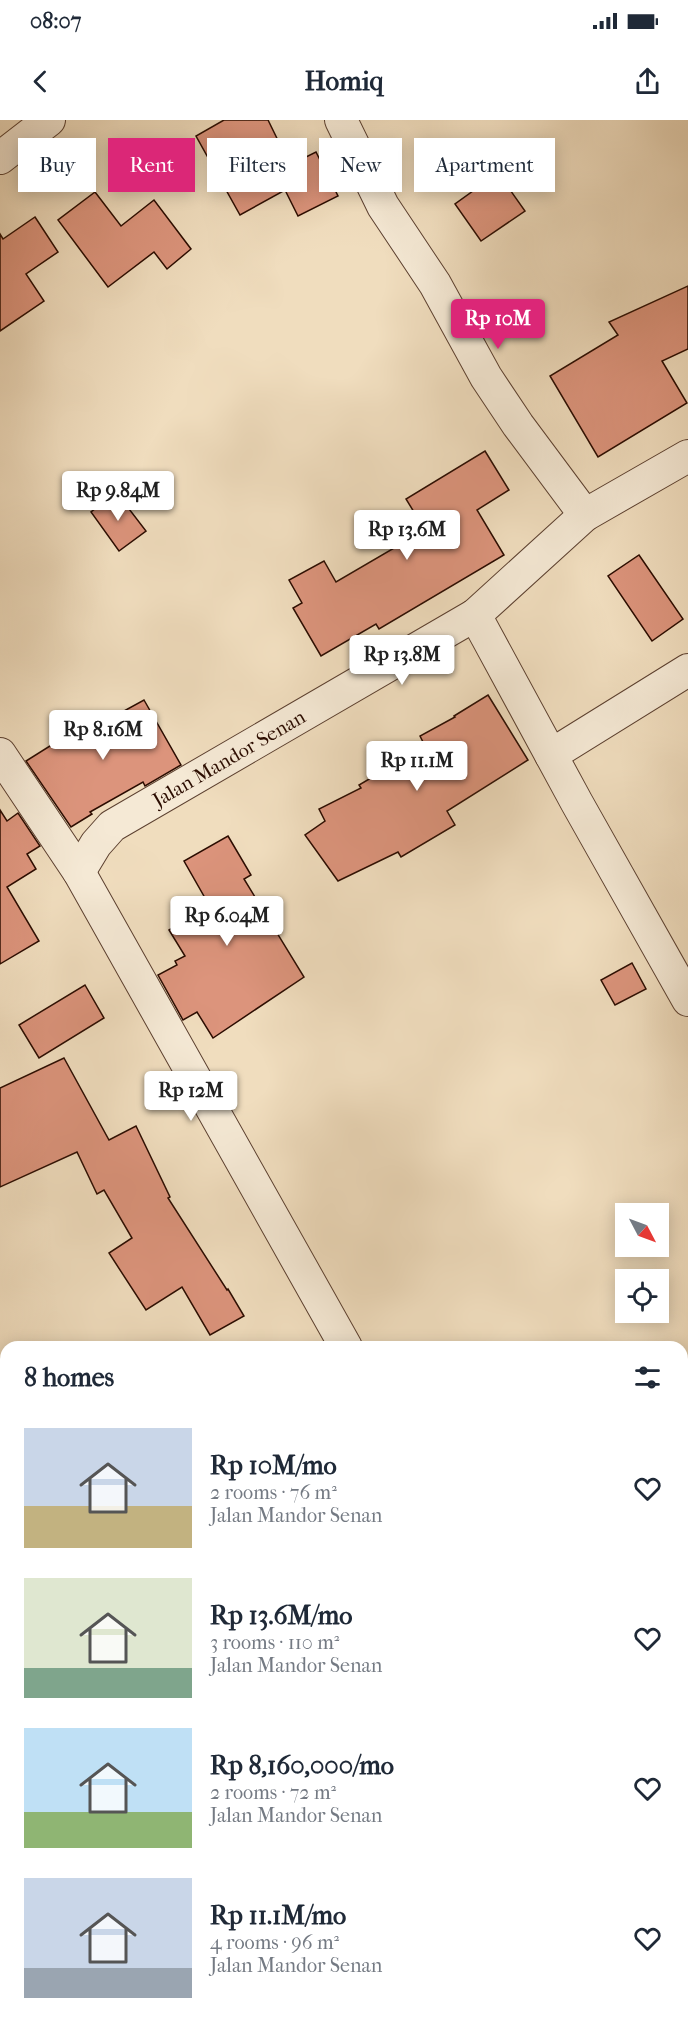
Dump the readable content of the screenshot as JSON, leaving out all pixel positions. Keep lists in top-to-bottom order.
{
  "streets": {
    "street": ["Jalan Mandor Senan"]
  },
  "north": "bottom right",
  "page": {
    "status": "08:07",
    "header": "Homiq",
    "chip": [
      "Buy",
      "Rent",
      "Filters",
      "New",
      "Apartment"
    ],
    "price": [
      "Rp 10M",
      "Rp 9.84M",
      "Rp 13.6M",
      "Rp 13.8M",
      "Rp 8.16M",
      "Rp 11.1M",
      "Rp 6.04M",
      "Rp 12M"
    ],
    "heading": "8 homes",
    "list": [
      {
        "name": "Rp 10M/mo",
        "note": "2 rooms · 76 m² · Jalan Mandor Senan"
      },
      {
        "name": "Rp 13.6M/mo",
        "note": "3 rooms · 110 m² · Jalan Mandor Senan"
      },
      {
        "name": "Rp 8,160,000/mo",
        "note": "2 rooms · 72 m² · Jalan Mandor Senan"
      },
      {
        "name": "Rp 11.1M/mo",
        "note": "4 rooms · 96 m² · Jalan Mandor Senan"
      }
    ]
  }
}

§ **Work request**
Look through the material above for the word "name" and copy every line that has it.

§ **Result**
        "name": "Rp 10M/mo",
        "name": "Rp 13.6M/mo",
        "name": "Rp 8,160,000/mo",
        "name": "Rp 11.1M/mo",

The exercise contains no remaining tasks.